Page:Treatise on poisons in relation to medical jurisprudence, physiology, and the practice of physic (IA treatiseonpoison00chriuoft).pdf/538

From Wikisource
Jump to navigation Jump to search
This page needs to be proofread.

Meconic acid, as procured by evaporation, is usually in little scales of a pale brown or yellowish tint, being rendered so by adhering resin or extractive matter; but when nearly colourless, it forms long, extremely delicate tabular crystals, which in mass have a fine silky appearance like spermaceti. 1. When heated in a tube, it is partly decomposed, and partly sublimed; and the sublimate condenses in filamentous, radiated crystals. 2. When dissolved even in a very large quantity of water, the solution acquires an intense cherry-red colour with the perchloride of iron. The sublimed crystals have the same property. Only one other acid is so affected, namely, the sulpho-cyanic, a very rare substance. It has been repeatedly stated,[1] that the redness produced by meconic acid may be distinguished by the effect of an alkali, which is said to bleach the colour produced by sulpho-cyanic acid, but to deepen the cherry-red tint occasioned by the meconic. This is not correct; an alkali added to the red solution of meconate of iron precipitates oxide of iron and renders the liquid colourless. The best distinction yet proposed is the following which has been suggested by Dr. Percy. Acidulate the red fluid with sulphuric acid, drop in a bit of pure zinc, and suspend at the mouth of the tube a bit of paper moistened with solution of acetate of lead: If the redness be caused by sulphocyanic acid, hydrosulphuric acid gas is evolved, and blackens the paper; but no such effect ensues, it the redness be owing to meconic acid.[2]—According to Dr. Pereira, solutions of the acetates, an infusion of white mustard, decoctions of Iceland moss, and of the Gigantina helminthocorton, besides other more rare substances, are reddened, like solution of meconic acid, by the salts of peroxide of iron.[3] 3. The solution of meconic acid gives a pale-green precipitate with the sulphate of copper, and, if the precipitate is not too abundant, it is dissolved by boiling, but reappears on cooling.

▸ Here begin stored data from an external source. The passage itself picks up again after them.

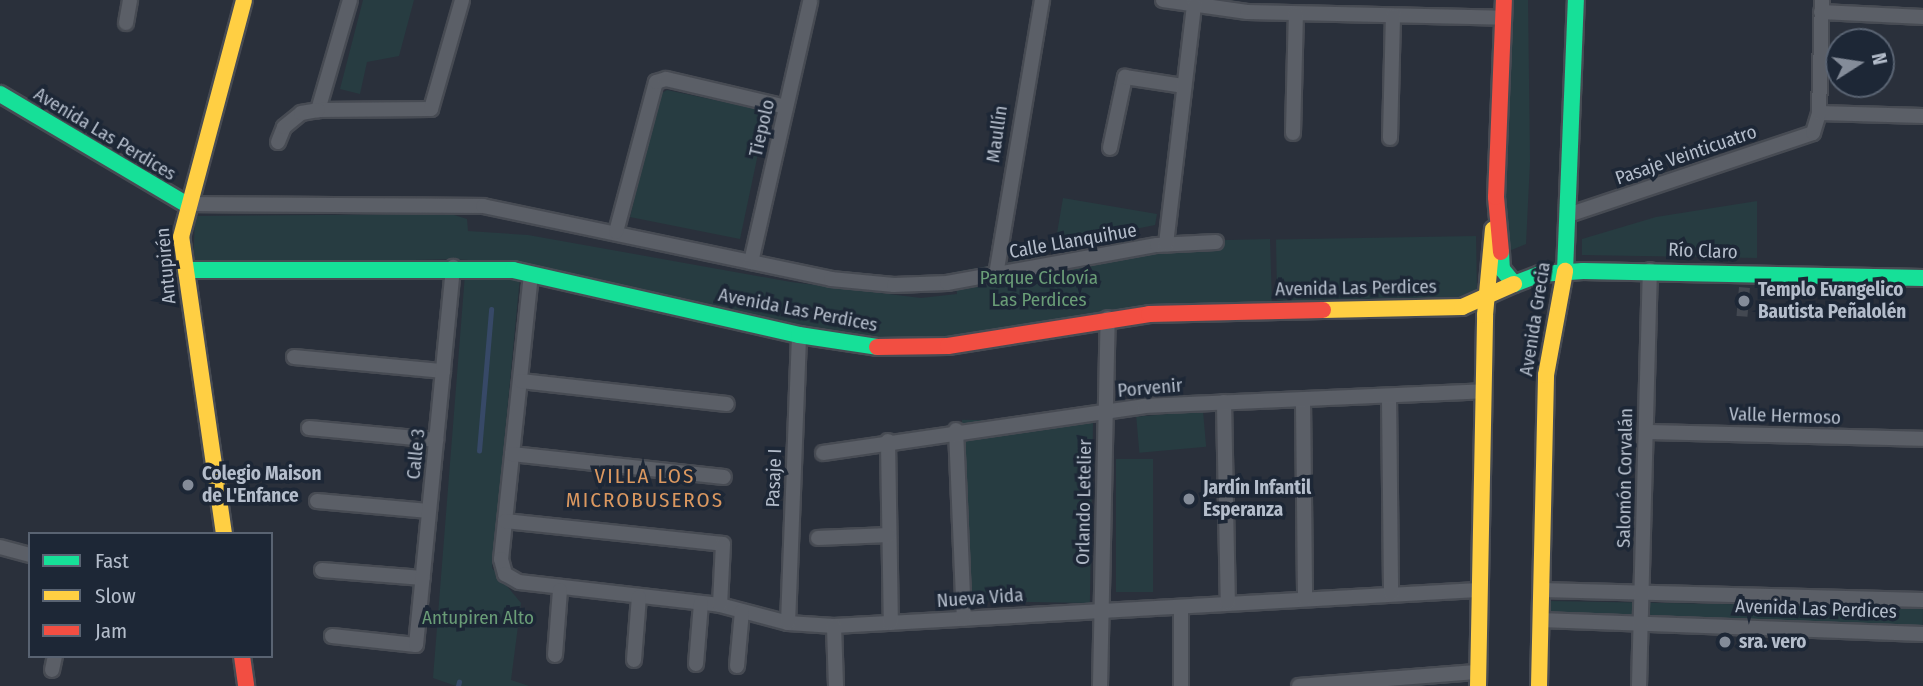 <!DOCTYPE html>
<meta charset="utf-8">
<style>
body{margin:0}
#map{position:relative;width:1923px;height:686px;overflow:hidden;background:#2a303b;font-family:"Fira Sans Condensed",sans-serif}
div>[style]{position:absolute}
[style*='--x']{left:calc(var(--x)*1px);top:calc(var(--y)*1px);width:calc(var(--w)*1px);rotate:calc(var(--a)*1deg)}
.green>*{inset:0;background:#273c41;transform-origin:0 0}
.stream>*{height:4.5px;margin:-2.25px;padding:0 2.25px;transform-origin:2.25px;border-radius:2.25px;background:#374967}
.building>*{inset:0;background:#434851;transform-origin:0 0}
.roads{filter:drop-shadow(2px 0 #474b53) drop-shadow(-2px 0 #474b53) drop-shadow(0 2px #474b53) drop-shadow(0 -2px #474b53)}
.street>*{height:14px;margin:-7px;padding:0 7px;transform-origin:7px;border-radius:7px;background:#5b5f67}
.fast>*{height:16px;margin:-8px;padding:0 8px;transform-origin:8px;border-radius:8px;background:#16e098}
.slow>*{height:16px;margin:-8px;padding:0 8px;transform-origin:8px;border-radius:8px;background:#ffcf43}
.jam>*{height:16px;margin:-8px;padding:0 8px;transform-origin:8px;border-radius:8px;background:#f24e42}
.dots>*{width:19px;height:19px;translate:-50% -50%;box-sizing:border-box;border:4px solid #1d2736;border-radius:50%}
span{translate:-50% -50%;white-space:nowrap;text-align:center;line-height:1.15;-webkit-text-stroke:7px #1d2736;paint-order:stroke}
.street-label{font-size:19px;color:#b4bdcb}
.park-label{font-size:19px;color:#6a9d77}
.poi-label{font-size:19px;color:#b4bdcb;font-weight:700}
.left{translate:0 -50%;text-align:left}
.neighbourhood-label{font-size:21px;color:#db9860;letter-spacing:2px}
.legend{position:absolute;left:28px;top:532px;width:245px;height:126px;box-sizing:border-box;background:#1d2736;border:2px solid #596372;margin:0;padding:9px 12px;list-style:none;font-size:21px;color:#b4bdcb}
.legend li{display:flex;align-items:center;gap:14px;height:35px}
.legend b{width:35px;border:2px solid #596372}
.north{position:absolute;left:1825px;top:28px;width:70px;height:70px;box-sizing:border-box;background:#1d2736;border:2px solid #596372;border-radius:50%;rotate:78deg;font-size:19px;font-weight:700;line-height:28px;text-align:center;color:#b4bdcb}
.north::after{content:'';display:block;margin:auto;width:24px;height:32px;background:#848c99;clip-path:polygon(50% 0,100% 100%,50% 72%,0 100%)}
</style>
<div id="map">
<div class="green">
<i style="clip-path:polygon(363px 0,414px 0,399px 56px,367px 62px,360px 94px,340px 89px)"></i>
<i style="clip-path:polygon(1513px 0,1528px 0,1530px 162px,1526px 244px,1509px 251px,1503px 243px)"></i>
<i style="clip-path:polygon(667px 90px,767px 111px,740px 239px,630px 217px,660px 94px)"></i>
<i style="clip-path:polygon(1063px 198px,1157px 214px,1155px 225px,1055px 245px)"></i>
<i style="clip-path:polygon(1757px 201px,1757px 258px,1582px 255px,1582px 239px,1656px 217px)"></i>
<i style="clip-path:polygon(451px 214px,467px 219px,468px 231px,528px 235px,791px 282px,921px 298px,957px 294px,955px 272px,1031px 258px,1144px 242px,1270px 239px,1272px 303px,1148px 306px,934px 341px,863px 345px,527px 264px,453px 259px,193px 266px,195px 216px)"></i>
<i style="left:1476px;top:236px;width:61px;height:200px;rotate:89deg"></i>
<i style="clip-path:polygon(465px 274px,520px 277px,492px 568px,521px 603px,511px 680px,529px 686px,456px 686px,433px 678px)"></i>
<i style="left:1203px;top:411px;width:36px;height:67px;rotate:85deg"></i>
<i style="left:1093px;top:422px;width:181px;height:131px;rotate:91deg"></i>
<i style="left:1116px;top:459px;width:37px;height:133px"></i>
<i style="left:1550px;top:601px;width:373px;height:18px;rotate:1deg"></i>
</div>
<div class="stream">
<i style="--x:479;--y:451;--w:142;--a:-85.1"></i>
<i style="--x:458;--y:686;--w:4;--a:-76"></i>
</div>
<div class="building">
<i style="left:1739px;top:287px;width:11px;height:29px;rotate:5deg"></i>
</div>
<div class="roads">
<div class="street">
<i style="--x:350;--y:0;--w:115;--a:106.2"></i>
<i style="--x:318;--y:110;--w:113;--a:-0.5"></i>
<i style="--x:431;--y:109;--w:113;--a:-74.1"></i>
<i style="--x:1163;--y:0;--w:85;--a:8.1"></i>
<i style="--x:1247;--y:12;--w:257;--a:1.3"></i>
<i style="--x:1821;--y:12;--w:102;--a:2.8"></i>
<i style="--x:126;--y:23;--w:23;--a:-80"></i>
<i style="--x:1819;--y:113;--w:104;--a:1.7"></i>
<i style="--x:1293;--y:133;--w:119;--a:-88.6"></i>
<i style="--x:1390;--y:138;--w:122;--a:-88.6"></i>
<i style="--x:278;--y:142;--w:16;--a:-68"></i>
<i style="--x:284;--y:127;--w:22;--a:-39"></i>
<i style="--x:301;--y:113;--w:17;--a:-10"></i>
<i style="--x:1110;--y:148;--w:73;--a:-78.1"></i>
<i style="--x:1125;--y:77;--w:60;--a:8.7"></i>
<i style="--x:186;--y:204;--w:297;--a:0.4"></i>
<i style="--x:483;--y:206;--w:356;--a:11.8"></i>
<i style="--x:831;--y:279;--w:63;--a:5.4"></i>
<i style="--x:894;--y:285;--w:53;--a:-2.2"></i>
<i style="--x:947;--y:283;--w:213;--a:-10.3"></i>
<i style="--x:1157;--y:245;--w:59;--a:-2.9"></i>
<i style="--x:1571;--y:214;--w:255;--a:-18.5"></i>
<i style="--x:1813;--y:133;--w:21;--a:-73"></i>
<i style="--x:1819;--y:113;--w:113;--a:-88.5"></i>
<i style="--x:616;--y:232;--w:155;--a:-75.1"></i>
<i style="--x:656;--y:82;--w:10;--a:-17"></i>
<i style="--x:666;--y:79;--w:123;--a:13.1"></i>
<i style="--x:1166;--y:244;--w:240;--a:-83.3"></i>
<i style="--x:751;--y:262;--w:267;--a:-77.2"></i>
<i style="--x:531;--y:274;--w:287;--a:96"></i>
<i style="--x:501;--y:559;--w:16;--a:75"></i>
<i style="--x:505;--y:574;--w:16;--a:30"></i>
<i style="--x:519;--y:582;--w:202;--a:6.5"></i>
<i style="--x:720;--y:605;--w:70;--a:14.8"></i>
<i style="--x:788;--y:623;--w:46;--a:3.7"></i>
<i style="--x:834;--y:626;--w:645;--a:-3.2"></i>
<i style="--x:996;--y:275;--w:279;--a:-80.5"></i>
<i style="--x:294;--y:357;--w:150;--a:5.4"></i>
<i style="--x:521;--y:381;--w:207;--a:6.4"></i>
<i style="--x:1389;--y:396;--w:198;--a:89.4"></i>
<i style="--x:1303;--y:400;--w:199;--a:89.4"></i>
<i style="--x:1224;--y:402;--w:201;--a:88.9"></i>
<i style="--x:309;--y:428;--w:128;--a:5.4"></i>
<i style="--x:956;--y:430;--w:189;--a:87.6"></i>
<i style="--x:1646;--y:432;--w:277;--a:1.4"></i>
<i style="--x:888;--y:441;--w:182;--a:89.1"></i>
<i style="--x:823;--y:453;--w:324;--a:-8.3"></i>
<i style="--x:1144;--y:406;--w:339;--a:-2.5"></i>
<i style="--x:512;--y:454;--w:213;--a:6.2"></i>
<i style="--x:317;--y:501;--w:112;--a:5.1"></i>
<i style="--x:505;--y:521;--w:219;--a:6"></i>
<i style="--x:723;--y:544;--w:61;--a:92.8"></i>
<i style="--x:818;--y:538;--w:70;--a:-2.5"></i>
<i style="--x:0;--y:547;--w:31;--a:15"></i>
<i style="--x:322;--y:570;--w:101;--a:4.5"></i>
<i style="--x:1541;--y:590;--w:382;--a:1.5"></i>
<i style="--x:1540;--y:620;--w:383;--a:2.1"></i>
<i style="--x:788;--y:623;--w:288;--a:-87.8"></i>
<i style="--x:834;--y:626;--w:60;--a:88.1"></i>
<i style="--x:332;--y:636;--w:84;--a:6.1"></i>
<i style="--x:416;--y:645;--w:380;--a:-84.4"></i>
<i style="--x:555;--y:655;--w:65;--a:-85.6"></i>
<i style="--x:634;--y:660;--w:63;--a:-85.5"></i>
<i style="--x:696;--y:664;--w:61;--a:-85.3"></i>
<i style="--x:737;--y:666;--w:55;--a:-84.8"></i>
<i style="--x:52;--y:670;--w:14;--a:-78"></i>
<i style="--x:1100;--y:686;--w:368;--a:-88.8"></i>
<i style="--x:1181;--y:686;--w:79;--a:-90"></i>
<i style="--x:1299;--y:686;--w:180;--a:-4.5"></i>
<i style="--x:1639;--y:686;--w:416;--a:-88.5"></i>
</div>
<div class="fast">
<i style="--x:0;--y:94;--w:216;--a:30.6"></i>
<i style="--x:1501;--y:252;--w:17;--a:87"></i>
<i style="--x:1502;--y:269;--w:19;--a:51"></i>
<i style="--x:1514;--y:284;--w:28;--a:-21"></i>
<i style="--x:1540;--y:274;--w:43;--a:-4"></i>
<i style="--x:1583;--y:271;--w:340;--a:1.2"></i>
<i style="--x:186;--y:270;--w:327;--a:0"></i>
<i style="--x:513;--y:270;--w:293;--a:12.8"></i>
<i style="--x:799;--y:335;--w:79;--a:8.7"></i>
<i style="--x:1565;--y:271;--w:271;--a:-87.7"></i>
</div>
<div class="slow">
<i style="--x:1323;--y:310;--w:139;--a:-1.2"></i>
<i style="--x:1462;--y:307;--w:57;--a:-23.9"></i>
<i style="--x:224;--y:534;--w:300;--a:-98.2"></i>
<i style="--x:181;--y:237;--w:245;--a:-75.1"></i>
<i style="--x:1478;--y:686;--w:371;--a:-88.9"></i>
<i style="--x:1485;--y:315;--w:86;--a:-84.7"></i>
<i style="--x:1539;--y:686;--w:311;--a:-88.7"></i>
<i style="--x:1546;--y:375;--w:106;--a:-79.6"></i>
</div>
<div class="jam">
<i style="--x:1501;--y:252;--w:55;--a:-95.2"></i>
<i style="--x:1496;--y:197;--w:197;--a:-87.7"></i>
<i style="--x:877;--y:347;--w:71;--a:-0.8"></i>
<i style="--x:948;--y:346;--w:204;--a:-9"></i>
<i style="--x:1149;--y:314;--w:174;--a:-1.3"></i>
<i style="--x:242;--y:656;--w:30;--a:82"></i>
</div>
</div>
<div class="dots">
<i style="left:1744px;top:301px;background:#848c99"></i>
<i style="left:188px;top:485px;background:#848c99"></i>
<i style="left:1189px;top:499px;background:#848c99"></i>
<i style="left:1725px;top:642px;background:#848c99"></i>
</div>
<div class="street-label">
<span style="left:762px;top:128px;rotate:-77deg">Tiepolo</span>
<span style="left:105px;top:134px;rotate:31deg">Avenida Las Perdices</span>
<span style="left:997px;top:134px;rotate:-82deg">Maullín</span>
<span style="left:1686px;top:155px;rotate:-19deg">Pasaje Veinticuatro</span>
<span style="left:1073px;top:241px;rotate:-10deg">Calle Llanquihue</span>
<span style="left:1703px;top:251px;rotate:2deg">Río Claro</span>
<span style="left:166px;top:266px;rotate:-95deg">Antupirén</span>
<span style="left:1356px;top:288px;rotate:-1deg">Avenida Las Perdices</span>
<span style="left:798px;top:310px;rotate:11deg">Avenida Las Perdices</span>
<span style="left:1535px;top:319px;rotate:-81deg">Avenida Grecia</span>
<span style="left:1150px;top:388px;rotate:-5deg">Porvenir</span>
<span style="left:1785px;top:416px;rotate:2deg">Valle Hermoso</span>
<span style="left:416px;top:454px;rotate:-84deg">Calle 3</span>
<span style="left:774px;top:478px;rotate:-88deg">Pasaje I</span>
<span style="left:1625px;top:478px;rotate:-89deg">Salomón Corvalán</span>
<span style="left:1084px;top:502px;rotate:-89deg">Orlando Letelier</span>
<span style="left:980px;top:598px;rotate:-4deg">Nueva Vida</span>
<span style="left:1816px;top:609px;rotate:2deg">Avenida Las Perdices</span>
</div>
<div class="park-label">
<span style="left:1039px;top:289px">Parque Ciclovía<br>Las Perdices</span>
<span style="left:478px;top:618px">Antupiren Alto</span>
</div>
<div class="poi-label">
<span class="left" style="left:1758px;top:301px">Templo Evangelico<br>Bautista Peñalolén</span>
<span class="left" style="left:202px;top:485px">Colegio Maison<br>de L'Enfance</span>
<span class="left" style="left:1203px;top:499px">Jardín Infantil<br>Esperanza</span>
<span class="left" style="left:1739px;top:642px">sra. vero</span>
</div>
<div class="neighbourhood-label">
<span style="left:645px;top:488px">VILLA LOS<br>MICROBUSEROS</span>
</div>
<ul class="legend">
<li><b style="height:9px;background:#16e098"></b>Fast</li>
<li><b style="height:9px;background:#ffcf43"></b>Slow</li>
<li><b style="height:9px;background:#f24e42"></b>Jam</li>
</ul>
<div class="north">N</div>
</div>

Of the Tests for Morphia and its Salts.—Morphia, when pure, is in small, beautiful, white crystals. Various forms have been ascribed to it; but in the numerous crystallizations I have made, it has always assumed when pure the form of a slightly flattened hexangular prism. It has a bitter taste, but no smell.

A gentle heat melts it, and if the fluid mass is then allowed to cool, a crystalline radiated substance is formed. A stronger heat reddens and then chars the fused mass, white fumes of a peculiar odour are disengaged, and at last the mass kindles and burns brightly.—Morphia is very little soluble in water. It is more soluble, yet still sparingly so, in ether. But its proper solvents are alcohol, or the diluted acids, mineral as well as vegetable. All its solutions are intensely bitter, and that in alcohol has an alkaline reaction.—From its solutions in the acids crystallizable salts may be procured; and morphia may be separated by the superior affinity of any of the inorganic alkalis; but it is easily redissolved by an excess of potash.—Morphia when treated with nitric acid is dissolved with effervescence, and becomes instantly orange-red, which, if too much acid be used,

  1. London Medical Gazette, viii. 47.
  2. Lancet, July 31, 1841.
  3. Elements of Materia Medica, 1842, p. 1738.